(Beginning of Data supplied)
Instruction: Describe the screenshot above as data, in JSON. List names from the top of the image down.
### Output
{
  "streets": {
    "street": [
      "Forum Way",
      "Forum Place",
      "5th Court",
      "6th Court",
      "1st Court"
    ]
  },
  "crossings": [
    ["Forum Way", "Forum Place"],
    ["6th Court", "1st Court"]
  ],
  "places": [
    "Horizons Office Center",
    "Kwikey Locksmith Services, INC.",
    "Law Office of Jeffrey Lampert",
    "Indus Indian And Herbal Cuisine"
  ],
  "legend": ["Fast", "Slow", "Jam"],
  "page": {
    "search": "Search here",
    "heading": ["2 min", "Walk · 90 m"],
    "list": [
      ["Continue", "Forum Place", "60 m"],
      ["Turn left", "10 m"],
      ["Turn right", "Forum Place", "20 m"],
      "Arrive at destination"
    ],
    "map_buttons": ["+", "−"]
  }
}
(End of Data supplied)
(Beginning of Data supplied)
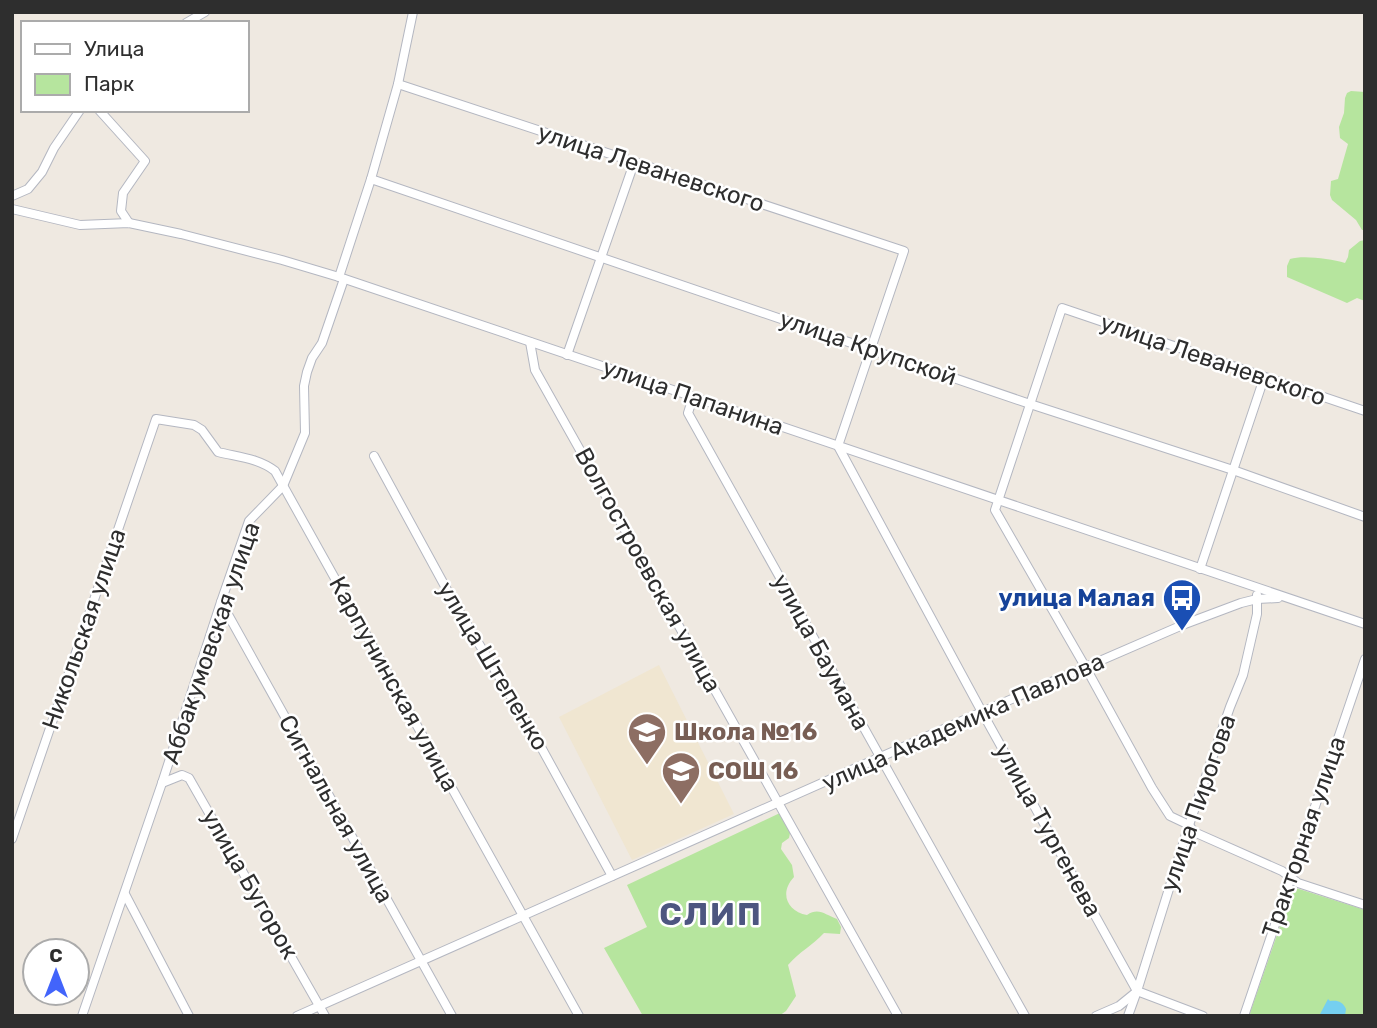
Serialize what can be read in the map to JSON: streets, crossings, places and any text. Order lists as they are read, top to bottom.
(End of Data supplied)
▸ Instructions for the task
The lines holding the string "JSON" are what is needed from the material above.

▸ Solution for this problem
Instruction: Describe the screenshot above as data, in JSON. List names from the top of the image down.
Serialize what can be read in the map to JSON: streets, crossings, places and any text. Order lists as they are read, top to bottom.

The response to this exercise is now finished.